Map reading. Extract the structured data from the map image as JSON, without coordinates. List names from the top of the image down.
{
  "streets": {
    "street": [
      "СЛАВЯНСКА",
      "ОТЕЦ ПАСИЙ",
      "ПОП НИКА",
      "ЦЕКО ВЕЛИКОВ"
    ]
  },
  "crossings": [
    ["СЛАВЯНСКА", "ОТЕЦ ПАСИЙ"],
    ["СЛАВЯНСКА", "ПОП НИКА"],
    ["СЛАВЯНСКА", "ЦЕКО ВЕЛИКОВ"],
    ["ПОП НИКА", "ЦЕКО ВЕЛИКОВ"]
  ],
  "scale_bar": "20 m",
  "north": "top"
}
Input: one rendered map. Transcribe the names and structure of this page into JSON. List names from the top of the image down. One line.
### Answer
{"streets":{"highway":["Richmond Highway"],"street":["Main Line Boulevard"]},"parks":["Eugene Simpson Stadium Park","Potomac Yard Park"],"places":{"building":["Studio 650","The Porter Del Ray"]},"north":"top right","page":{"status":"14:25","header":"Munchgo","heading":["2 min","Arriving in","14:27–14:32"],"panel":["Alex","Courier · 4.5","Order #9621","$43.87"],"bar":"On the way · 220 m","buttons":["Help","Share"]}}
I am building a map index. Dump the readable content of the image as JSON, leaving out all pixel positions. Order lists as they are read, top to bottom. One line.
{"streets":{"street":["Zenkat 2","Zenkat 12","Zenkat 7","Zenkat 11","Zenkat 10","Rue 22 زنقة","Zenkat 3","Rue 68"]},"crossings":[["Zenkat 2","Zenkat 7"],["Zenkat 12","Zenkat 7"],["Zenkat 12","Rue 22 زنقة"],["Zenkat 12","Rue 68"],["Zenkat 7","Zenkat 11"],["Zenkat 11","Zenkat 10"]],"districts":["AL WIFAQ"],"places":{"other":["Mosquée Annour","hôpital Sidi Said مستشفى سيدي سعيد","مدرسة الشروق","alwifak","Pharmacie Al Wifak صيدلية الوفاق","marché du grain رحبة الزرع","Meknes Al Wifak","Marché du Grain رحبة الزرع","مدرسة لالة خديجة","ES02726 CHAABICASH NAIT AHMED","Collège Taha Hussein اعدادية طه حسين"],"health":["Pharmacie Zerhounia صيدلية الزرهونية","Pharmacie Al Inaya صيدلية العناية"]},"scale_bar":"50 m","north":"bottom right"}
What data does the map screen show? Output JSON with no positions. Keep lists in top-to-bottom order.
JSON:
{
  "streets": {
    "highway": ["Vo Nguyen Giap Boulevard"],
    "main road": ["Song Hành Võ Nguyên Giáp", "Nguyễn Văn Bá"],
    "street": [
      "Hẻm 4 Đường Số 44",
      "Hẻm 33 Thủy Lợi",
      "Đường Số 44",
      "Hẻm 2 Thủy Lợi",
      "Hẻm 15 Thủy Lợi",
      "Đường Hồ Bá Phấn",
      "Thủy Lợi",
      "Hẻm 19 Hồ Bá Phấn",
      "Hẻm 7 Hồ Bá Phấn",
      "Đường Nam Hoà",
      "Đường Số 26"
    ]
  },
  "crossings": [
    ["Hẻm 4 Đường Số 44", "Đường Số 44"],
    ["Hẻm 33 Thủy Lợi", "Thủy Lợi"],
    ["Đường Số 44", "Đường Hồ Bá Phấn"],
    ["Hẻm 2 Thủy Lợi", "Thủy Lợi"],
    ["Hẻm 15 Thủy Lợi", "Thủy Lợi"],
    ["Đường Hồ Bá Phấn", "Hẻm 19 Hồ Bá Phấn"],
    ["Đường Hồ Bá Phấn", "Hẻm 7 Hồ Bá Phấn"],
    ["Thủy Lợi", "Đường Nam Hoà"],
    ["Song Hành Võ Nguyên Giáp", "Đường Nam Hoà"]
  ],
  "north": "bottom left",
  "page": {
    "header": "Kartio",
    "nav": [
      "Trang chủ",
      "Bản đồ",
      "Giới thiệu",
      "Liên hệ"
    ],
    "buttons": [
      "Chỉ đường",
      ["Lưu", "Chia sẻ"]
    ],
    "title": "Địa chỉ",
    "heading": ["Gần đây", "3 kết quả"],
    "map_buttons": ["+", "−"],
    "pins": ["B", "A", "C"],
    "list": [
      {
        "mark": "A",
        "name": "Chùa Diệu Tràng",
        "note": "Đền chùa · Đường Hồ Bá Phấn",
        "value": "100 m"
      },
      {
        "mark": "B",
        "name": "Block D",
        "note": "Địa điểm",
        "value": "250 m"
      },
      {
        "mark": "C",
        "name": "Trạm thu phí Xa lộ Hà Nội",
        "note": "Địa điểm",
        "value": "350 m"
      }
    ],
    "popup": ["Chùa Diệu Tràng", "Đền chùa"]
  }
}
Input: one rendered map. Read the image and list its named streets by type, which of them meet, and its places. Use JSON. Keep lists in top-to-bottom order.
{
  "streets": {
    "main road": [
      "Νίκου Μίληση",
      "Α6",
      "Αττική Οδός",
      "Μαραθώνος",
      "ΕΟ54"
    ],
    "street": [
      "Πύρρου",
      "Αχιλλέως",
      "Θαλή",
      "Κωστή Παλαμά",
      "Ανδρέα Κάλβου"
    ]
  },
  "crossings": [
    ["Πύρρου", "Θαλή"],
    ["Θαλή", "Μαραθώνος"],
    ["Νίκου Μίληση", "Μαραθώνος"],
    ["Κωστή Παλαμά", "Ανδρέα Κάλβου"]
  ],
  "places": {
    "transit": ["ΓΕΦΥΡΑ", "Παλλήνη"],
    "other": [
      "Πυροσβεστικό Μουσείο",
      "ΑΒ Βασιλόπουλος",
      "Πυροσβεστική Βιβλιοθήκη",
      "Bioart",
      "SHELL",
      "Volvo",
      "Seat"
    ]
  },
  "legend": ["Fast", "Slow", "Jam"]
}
^^^^^^^^^^^^^^^^
Number of lines above containing the word "Nguyên": state it and add nothing else.

▶ RESPONSE:
2